Dataset entries:
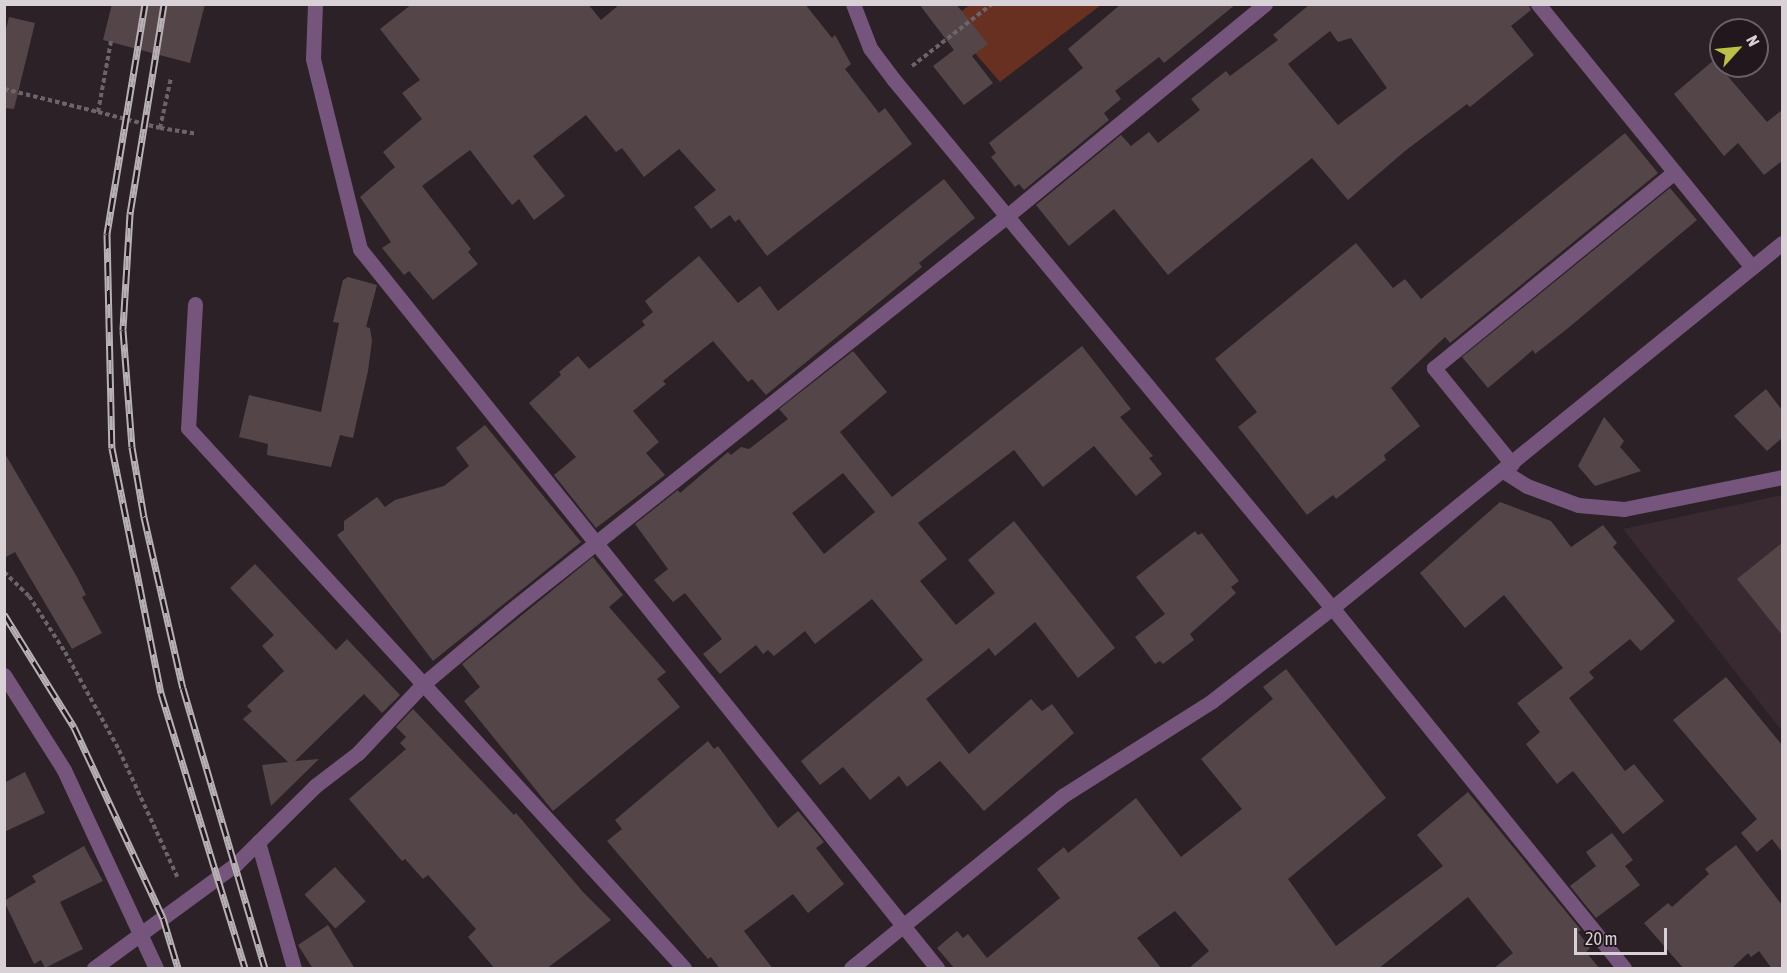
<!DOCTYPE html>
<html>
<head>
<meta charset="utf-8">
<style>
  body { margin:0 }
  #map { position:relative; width:1787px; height:973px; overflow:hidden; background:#2b2126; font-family:"Asap Condensed",sans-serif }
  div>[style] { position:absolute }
  .built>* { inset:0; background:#392931 }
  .green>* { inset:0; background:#673020 }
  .building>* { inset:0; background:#544648; transform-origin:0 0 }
  .path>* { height:4px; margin-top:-2px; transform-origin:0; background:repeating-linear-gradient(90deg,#6d6469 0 4.5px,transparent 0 7.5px) }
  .minor>* { height:15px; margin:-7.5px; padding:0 7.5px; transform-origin:7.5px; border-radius:7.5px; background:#75557b }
  .tertiary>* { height:15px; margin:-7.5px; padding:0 7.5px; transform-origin:7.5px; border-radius:7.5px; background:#75557b }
  .rail>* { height:7px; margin-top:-3.5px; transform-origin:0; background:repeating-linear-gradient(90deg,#21171c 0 14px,#b7b0b4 0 28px); box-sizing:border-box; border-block:2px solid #b7b0b4 }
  span { translate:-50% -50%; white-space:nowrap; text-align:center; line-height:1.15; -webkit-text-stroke:4.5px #21171c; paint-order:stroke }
  .frame { position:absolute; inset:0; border:6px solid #d8d1d5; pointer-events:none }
  .north { position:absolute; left:1709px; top:18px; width:60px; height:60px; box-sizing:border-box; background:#21171c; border:2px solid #6a6166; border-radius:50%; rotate:63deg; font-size:16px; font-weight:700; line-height:24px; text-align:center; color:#d8d1d5 }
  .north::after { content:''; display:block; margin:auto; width:21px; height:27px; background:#bcc044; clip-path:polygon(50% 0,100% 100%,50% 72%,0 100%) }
  .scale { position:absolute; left:1574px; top:928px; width:93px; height:27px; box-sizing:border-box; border:3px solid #d8d1d5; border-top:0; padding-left:8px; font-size:18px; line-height:21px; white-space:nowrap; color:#d8d1d5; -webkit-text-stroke:4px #21171c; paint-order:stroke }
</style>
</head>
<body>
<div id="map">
  <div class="built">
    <div style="clip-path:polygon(1782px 495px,1782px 731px,1623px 529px)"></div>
  </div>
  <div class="green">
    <div style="clip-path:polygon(970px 5px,1101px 5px,1000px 82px,947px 21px)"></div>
  </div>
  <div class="building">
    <div style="clip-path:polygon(112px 4px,205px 4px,190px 63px,103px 40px)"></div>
    <div style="clip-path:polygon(412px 4px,588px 4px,601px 20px,620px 4px,805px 4px,832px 38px,835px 35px,851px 64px,845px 69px,879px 113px,885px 108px,912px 144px,767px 256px,739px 219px,735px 222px,730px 215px,711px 229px,694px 207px,716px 190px,679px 149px,644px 177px,622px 148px,616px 152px,586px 115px,533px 156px,565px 196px,534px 220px,519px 199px,512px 205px,470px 150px,422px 186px,471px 249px,468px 252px,478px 264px,433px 300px,409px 271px,404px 275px,382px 248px,391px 242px,360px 197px,395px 167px,383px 152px,422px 119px,402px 93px,420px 80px,380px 29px)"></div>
    <div style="clip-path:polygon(919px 4px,956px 4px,988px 44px,972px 56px,993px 83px,964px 105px,933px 66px,954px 50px)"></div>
    <div style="clip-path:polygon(1121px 4px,1236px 4px,1164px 63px,1159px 57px,1115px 91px,1121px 99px,1104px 113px,1109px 120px,1024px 190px,1019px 184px,1015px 187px,991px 157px,996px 153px,989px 143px,1083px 68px,1068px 49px)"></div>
    <div style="clip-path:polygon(evenodd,1310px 4px,1528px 4px,1531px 10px,1511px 26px,1534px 55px,1470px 107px,1467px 104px,1405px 151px,1348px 200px,1312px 158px,1168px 275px,1114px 209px,1069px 246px,1036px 205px,1121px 135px,1131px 146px,1149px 132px,1158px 143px,1200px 110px,1191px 99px,1226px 71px,1230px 76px,1278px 40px,1273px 35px,1310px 4px,1330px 31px,1338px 42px,1351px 38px,1387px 88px,1338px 125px,1288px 64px,1330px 31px)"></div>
    <div style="clip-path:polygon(9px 17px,35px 23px,14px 109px,4px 108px,4px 37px)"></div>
    <div style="clip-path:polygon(1714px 60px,1767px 122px,1782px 110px,1782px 161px,1764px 175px,1738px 143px,1724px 156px,1674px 94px)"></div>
    <div style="clip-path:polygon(1625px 133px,1658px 173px,1450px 343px,1445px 337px,1391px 388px,1420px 426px,1384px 455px,1386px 460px,1336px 499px,1333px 495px,1307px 515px,1238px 427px,1257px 412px,1215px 359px,1356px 243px,1393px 288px,1405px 279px,1421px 299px)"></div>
    <div style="clip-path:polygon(944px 179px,975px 218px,919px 263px,922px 267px,766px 395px,752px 379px,748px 382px,713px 341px,663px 381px,666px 384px,633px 411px,659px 442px,646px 453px,665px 475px,596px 528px,554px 475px,576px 457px,529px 403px,561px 375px,559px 372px,578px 356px,589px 369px,645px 325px,642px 321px,653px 312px,645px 301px,699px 256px,738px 303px,760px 286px,778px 311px)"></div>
    <div style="clip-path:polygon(1670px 188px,1697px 220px,1567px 329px,1535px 354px,1533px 350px,1488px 388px,1462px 357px)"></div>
    <div style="clip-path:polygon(348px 277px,377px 285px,366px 327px,370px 328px,372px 341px,368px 371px,353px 438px,340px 435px,331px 467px,267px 455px,268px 444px,239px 437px,249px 395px,321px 412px,339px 323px,333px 322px,343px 280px)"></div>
    <div style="clip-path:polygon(evenodd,1082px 346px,1131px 409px,1120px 417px,1153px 456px,1149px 458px,1162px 474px,1136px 496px,1094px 446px,1043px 487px,1014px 450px,918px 523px,947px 559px,920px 581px,956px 625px,995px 593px,968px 560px,1014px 521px,1115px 648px,1078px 678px,1035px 622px,995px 656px,989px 648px,926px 699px,969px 754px,1031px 699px,1042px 711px,1052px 704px,1074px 733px,984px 811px,940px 761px,907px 787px,899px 776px,870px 800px,843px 767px,820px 785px,801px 761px,923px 660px,872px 599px,815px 644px,805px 631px,774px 656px,768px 650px,763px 654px,756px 645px,720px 674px,703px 654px,722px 639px,685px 593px,673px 602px,654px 580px,668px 569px,635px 524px,678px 490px,680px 493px,728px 452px,731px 455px,741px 447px,749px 449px,788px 419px,779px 409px,853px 351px,887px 392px,840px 432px,892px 497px,1082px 346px,843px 473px,875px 512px,824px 554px,792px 513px,843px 473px)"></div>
    <div style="clip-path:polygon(1766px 389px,1782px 410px,1782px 438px,1767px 451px,1734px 416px)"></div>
    <div style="clip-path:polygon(1604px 417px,1624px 441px,1620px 447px,1641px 471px,1595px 486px,1578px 466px)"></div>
    <div style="clip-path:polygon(485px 425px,581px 542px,433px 661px,337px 535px,344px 530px,344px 521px,377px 497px,385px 507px,395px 500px,444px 486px,469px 466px,456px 448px)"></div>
    <div style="clip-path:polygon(4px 452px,77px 577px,86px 595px,82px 597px,102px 633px,72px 649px,15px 552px,4px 558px)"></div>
    <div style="clip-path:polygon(1500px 502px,1551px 521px,1571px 547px,1603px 525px,1617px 543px,1613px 547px,1675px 621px,1641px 651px,1630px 639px,1589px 672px,1594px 678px,1569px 698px,1625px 771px,1634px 764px,1664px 801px,1623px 834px,1573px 771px,1557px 784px,1526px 744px,1540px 732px,1517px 703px,1563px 668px,1504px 595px,1465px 628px,1420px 573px)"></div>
    <div style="clip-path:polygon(1195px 531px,1198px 535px,1202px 533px,1239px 581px,1231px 587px,1236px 593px,1190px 634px,1194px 640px,1163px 664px,1160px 661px,1155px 664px,1135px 637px,1165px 614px,1136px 577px)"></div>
    <div style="clip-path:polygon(1782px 543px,1782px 635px,1737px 579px)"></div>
    <div style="clip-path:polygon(593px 557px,623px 595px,609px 607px,666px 672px,657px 679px,680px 707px,553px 811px,464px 701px,480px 687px,462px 664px)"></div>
    <div style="clip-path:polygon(255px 564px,336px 650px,347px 639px,400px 695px,382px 713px,364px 694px,295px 761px,319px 759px,271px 806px,262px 765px,288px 762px,243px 719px,252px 711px,247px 706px,284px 671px,262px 646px,274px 635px,230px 588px)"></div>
    <div style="clip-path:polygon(1286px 669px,1386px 798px,1288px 879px,1336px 946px,1443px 866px,1417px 835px,1468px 792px,1581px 930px,1578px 932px,1590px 948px,1586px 952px,1600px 969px,1493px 969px,1513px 953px,1468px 897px,1378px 969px,1188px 969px,1209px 951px,1175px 911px,1137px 938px,1162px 969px,955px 969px,937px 948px,957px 931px,963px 938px,968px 934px,987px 958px,1060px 898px,1037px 869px,1064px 847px,1068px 853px,1136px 798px,1181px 857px,1242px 809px,1201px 759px,1273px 699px,1263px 687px)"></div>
    <div style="clip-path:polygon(1726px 677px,1782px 745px,1782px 852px,1772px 839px,1757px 852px,1741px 833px,1757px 819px,1673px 720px)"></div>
    <div style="clip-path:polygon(413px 709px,514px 815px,516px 813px,583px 892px,611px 920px,546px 969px,495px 969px,468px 937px,476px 929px,428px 875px,423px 879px,405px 859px,402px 861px,349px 799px,406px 749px,400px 743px,406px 737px,396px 727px)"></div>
    <div style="clip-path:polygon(708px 741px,714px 749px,718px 746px,778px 828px,798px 811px,824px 842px,816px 848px,844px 884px,808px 913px,793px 894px,744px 931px,773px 969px,720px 969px,711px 957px,708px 959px,607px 841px,622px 829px,615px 820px)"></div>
    <div style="clip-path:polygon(25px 772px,45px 813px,4px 832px,4px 783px)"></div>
    <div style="clip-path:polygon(1612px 833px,1633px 860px,1625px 866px,1640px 885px,1596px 918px,1570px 886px,1596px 866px,1586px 852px)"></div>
    <div style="clip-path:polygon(1736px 845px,1782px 905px,1782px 969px,1772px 969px,1759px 951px,1751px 957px,1748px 953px,1731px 969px,1684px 969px,1644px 923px,1668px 903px,1672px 907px,1709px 874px,1705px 869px)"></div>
    <div style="clip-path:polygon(84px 846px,103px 881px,60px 902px,83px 949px,45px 968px,41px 960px,34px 964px,4px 901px,36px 882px,32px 876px)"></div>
    <div style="left:335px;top:867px;width:46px;height:41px;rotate:48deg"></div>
    <div style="clip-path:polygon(328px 925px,355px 969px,313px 969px,298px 945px)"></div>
  </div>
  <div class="path">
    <div style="left:912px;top:66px;width:101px;rotate:-37.8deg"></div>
    <div style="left:4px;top:89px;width:97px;rotate:13.7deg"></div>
    <div style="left:98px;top:112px;width:72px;rotate:-79.6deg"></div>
    <div style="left:98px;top:112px;width:64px;rotate:14.5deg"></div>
    <div style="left:160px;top:128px;width:51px;rotate:-77.6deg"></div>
    <div style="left:160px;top:128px;width:37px;rotate:9deg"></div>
    <div style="left:4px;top:572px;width:35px;rotate:44deg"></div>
    <div style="left:29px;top:596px;width:67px;rotate:57.3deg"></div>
    <div style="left:65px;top:652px;width:112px;rotate:61.1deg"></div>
    <div style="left:119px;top:750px;width:141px;rotate:65.3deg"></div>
  </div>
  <div class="minor">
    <div style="left:315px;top:4px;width:55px;rotate:92.1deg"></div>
    <div style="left:313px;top:59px;width:196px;rotate:76.1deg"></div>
    <div style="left:360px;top:249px;width:922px;rotate:51.25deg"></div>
    <div style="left:1538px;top:4px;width:339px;rotate:50.9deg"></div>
    <div style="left:195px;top:304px;width:124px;rotate:93.2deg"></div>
    <div style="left:188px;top:428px;width:733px;rotate:47.43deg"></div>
    <div style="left:1512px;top:464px;width:124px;rotate:-129.1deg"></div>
    <div style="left:1434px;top:368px;width:310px;rotate:-39.2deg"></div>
    <div style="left:1503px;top:471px;width:28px;rotate:32deg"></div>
    <div style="left:1527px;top:486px;width:54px;rotate:20.4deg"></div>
    <div style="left:1578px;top:505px;width:46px;rotate:5deg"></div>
    <div style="left:1624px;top:509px;width:161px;rotate:-11.4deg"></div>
    <div style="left:4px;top:675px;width:112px;rotate:57.7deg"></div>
    <div style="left:64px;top:770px;width:218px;rotate:65.1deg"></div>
    <div style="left:258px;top:842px;width:131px;rotate:74.1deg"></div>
    <div style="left:94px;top:968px;width:176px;rotate:-36.2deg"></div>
    <div style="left:236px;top:864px;width:111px;rotate:-44.6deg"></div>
    <div style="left:315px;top:786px;width:54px;rotate:-37.5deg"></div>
    <div style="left:358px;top:753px;width:93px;rotate:-46.7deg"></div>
    <div style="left:422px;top:685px;width:114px;rotate:-40deg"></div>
    <div style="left:509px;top:612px;width:636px;rotate:-38.49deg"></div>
    <div style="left:1007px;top:216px;width:334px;rotate:-39.4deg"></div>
    <div style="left:1624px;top:968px;width:464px;rotate:-129deg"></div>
    <div style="left:1332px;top:608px;width:579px;rotate:-39.05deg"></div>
  </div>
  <div class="tertiary">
    <div style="left:851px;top:968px;width:274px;rotate:-39.1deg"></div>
    <div style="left:1064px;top:795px;width:175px;rotate:-32.4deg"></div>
    <div style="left:1212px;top:701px;width:152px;rotate:-37.8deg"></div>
    <div style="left:1332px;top:608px;width:686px;rotate:-129.68deg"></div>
    <div style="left:894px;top:80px;width:40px;rotate:-127deg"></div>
    <div style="left:870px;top:48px;width:47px;rotate:-111.1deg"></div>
  </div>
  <div class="rail">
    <div style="left:145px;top:4px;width:233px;rotate:99.4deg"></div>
    <div style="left:107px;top:234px;width:214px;rotate:88.7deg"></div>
    <div style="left:112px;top:448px;width:250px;rotate:78.7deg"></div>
    <div style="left:161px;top:693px;width:288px;rotate:73deg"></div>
    <div style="left:164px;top:4px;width:213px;rotate:99.2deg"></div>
    <div style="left:130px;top:214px;width:116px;rotate:93.5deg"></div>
    <div style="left:123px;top:330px;width:117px;rotate:85.6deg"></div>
    <div style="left:132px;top:447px;width:71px;rotate:80.3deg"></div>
    <div style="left:144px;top:517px;width:175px;rotate:77.2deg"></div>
    <div style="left:183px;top:688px;width:292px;rotate:73.7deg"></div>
    <div style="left:4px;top:614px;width:133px;rotate:58.2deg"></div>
    <div style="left:74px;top:727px;width:211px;rotate:65deg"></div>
    <div style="left:163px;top:918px;width:52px;rotate:73.3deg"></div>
  </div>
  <div class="frame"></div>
  <div class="north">N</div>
  <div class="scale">20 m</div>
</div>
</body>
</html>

• **WHAT THE EXERCISE ASKS**: Would you reproduce, exactly and with nothing added, every line from the beginning of the entries above through the line that contains "position:absolute; left:1709px; top:18px;", both included, leaving out the pictures?

• **TASK OUTPUT**:
<!DOCTYPE html>
<html>
<head>
<meta charset="utf-8">
<style>
  body { margin:0 }
  #map { position:relative; width:1787px; height:973px; overflow:hidden; background:#2b2126; font-family:"Asap Condensed",sans-serif }
  div>[style] { position:absolute }
  .built>* { inset:0; background:#392931 }
  .green>* { inset:0; background:#673020 }
  .building>* { inset:0; background:#544648; transform-origin:0 0 }
  .path>* { height:4px; margin-top:-2px; transform-origin:0; background:repeating-linear-gradient(90deg,#6d6469 0 4.5px,transparent 0 7.5px) }
  .minor>* { height:15px; margin:-7.5px; padding:0 7.5px; transform-origin:7.5px; border-radius:7.5px; background:#75557b }
  .tertiary>* { height:15px; margin:-7.5px; padding:0 7.5px; transform-origin:7.5px; border-radius:7.5px; background:#75557b }
  .rail>* { height:7px; margin-top:-3.5px; transform-origin:0; background:repeating-linear-gradient(90deg,#21171c 0 14px,#b7b0b4 0 28px); box-sizing:border-box; border-block:2px solid #b7b0b4 }
  span { translate:-50% -50%; white-space:nowrap; text-align:center; line-height:1.15; -webkit-text-stroke:4.5px #21171c; paint-order:stroke }
  .frame { position:absolute; inset:0; border:6px solid #d8d1d5; pointer-events:none }
  .north { position:absolute; left:1709px; top:18px; width:60px; height:60px; box-sizing:border-box; background:#21171c; border:2px solid #6a6166; border-radius:50%; rotate:63deg; font-size:16px; font-weight:700; line-height:24px; text-align:center; color:#d8d1d5 }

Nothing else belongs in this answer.